### Instructions for the task
Every line in the records below between the one holding "g.font = font" and the one holding "g.textAlign = isNaN(turn) ? turn : align;", inclusive, is to be set down exactly; all other lines are to be left out.

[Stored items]
::::::

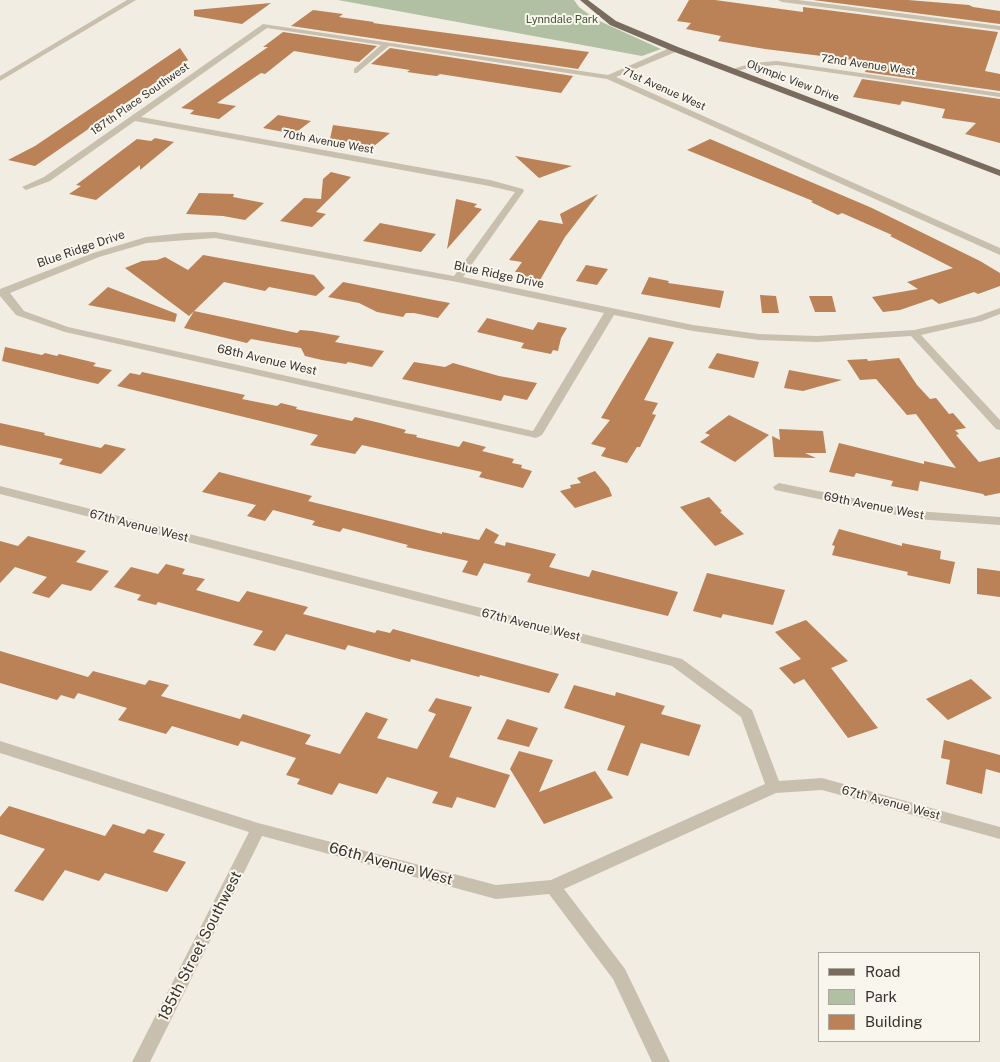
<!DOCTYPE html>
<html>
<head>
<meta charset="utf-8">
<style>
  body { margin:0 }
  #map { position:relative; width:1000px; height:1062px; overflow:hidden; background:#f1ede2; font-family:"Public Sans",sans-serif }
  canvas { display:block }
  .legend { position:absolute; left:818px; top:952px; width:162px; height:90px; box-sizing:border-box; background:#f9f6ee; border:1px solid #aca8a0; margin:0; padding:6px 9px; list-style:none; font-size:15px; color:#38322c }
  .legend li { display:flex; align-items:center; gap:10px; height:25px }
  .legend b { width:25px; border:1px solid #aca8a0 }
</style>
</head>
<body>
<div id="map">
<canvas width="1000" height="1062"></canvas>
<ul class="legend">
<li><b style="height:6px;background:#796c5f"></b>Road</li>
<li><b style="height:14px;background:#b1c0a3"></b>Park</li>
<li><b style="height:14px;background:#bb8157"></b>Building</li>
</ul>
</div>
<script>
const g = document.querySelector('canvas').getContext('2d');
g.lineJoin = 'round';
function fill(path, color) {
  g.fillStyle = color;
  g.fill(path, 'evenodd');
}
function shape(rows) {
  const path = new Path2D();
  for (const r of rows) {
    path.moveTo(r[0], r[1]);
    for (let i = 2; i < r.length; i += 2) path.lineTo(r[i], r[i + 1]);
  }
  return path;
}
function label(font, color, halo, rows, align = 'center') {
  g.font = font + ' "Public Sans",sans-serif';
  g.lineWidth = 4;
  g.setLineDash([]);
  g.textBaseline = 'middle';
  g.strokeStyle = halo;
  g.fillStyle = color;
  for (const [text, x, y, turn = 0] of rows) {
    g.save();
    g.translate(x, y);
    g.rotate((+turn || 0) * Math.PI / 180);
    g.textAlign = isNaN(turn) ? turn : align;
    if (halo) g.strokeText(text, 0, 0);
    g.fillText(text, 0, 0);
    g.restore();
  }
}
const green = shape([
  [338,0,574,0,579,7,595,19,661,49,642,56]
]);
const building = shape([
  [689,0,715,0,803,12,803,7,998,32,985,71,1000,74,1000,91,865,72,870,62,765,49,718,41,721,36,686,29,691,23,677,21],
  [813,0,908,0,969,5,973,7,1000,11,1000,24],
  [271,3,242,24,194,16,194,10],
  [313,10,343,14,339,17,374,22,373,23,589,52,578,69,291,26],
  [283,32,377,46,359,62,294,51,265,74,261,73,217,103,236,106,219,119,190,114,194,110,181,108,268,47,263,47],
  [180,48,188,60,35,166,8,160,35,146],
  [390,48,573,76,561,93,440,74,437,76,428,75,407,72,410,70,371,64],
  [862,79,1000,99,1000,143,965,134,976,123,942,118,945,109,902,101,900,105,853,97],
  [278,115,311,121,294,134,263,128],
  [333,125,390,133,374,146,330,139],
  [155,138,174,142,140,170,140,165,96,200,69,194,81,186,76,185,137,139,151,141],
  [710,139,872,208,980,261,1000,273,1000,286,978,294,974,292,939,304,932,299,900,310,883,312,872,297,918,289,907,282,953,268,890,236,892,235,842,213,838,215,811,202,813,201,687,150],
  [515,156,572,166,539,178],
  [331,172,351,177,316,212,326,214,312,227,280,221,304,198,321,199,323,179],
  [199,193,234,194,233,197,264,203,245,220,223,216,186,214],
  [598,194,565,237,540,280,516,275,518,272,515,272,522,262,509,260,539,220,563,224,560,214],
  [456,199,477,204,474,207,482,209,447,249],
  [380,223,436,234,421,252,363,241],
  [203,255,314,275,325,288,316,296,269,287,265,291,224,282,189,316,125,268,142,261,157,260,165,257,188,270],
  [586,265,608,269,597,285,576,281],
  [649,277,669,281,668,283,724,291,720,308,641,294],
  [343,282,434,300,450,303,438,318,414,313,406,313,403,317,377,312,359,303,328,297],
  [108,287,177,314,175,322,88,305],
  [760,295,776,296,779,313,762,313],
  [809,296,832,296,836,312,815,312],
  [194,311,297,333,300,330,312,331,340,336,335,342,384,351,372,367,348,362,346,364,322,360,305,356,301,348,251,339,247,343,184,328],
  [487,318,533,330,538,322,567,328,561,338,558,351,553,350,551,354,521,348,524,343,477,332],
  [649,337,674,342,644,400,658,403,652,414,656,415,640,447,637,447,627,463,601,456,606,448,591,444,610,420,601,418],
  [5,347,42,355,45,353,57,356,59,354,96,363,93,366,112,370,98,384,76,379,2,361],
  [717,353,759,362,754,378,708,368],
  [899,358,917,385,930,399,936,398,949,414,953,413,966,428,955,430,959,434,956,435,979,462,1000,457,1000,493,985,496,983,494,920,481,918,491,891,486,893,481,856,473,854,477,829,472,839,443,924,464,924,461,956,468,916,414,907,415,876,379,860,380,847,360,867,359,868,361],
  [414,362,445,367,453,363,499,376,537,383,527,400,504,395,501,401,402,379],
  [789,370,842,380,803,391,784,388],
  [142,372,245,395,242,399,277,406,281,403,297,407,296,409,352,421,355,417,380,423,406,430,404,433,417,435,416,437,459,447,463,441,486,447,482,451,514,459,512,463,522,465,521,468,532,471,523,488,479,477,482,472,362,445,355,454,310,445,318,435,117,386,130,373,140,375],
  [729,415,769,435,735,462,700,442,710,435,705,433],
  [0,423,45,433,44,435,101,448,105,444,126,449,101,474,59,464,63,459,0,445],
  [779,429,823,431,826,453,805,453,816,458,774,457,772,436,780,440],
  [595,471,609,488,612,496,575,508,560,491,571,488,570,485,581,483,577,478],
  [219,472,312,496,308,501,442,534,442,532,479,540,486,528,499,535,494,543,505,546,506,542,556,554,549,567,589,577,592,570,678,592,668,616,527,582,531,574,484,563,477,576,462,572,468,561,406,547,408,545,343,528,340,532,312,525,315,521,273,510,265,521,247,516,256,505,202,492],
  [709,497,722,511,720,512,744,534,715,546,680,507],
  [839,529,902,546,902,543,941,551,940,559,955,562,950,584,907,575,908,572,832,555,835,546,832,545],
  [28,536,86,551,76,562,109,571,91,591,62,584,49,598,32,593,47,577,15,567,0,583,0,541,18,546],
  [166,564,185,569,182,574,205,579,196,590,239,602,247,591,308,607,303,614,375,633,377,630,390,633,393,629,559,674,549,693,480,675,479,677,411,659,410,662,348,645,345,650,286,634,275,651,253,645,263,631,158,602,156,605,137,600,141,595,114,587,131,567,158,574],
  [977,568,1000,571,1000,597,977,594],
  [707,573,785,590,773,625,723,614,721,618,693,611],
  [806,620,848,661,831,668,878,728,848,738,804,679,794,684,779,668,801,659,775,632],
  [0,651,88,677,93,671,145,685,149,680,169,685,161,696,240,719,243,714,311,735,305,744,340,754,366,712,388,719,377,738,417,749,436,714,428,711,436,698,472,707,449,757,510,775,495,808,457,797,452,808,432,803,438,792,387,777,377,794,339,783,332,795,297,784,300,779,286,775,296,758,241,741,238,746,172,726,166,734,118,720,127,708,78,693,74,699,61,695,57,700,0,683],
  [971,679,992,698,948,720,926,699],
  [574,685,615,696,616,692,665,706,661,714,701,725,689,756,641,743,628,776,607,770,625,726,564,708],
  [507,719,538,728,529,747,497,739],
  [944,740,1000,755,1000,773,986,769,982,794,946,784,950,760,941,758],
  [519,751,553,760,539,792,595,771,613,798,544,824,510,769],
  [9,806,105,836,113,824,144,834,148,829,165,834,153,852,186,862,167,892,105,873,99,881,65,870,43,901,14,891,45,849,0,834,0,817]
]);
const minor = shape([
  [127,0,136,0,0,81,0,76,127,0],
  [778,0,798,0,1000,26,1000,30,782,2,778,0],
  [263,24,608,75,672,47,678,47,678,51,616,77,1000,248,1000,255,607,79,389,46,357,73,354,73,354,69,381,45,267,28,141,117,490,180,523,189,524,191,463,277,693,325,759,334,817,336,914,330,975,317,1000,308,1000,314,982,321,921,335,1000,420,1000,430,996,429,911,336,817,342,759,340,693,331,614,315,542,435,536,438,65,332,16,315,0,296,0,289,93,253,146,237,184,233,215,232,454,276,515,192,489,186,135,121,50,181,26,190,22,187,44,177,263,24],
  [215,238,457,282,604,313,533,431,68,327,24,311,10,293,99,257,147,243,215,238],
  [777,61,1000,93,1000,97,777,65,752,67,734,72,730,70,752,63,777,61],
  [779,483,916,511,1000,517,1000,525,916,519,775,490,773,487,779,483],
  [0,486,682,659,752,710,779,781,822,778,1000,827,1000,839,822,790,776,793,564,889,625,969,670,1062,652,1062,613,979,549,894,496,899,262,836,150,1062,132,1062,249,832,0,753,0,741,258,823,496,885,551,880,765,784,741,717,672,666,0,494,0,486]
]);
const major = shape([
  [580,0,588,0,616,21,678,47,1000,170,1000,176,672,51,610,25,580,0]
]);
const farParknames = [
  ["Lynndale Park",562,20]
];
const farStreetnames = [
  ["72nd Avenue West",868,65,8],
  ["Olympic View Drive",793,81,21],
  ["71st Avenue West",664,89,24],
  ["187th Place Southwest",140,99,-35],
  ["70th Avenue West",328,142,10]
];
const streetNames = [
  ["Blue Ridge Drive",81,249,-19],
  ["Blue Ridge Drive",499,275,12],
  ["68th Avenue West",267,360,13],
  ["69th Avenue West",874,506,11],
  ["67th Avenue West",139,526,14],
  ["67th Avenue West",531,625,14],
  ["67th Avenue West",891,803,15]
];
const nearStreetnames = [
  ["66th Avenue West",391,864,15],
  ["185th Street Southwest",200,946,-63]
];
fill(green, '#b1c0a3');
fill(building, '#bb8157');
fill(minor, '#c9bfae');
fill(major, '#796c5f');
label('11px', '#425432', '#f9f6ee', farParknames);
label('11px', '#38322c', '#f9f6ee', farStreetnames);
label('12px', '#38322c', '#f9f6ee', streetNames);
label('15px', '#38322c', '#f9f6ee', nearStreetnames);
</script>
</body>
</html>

::::::

### Task result
  g.font = font + ' "Public Sans",sans-serif';
  g.lineWidth = 4;
  g.setLineDash([]);
  g.textBaseline = 'middle';
  g.strokeStyle = halo;
  g.fillStyle = color;
  for (const [text, x, y, turn = 0] of rows) {
    g.save();
    g.translate(x, y);
    g.rotate((+turn || 0) * Math.PI / 180);
    g.textAlign = isNaN(turn) ? turn : align;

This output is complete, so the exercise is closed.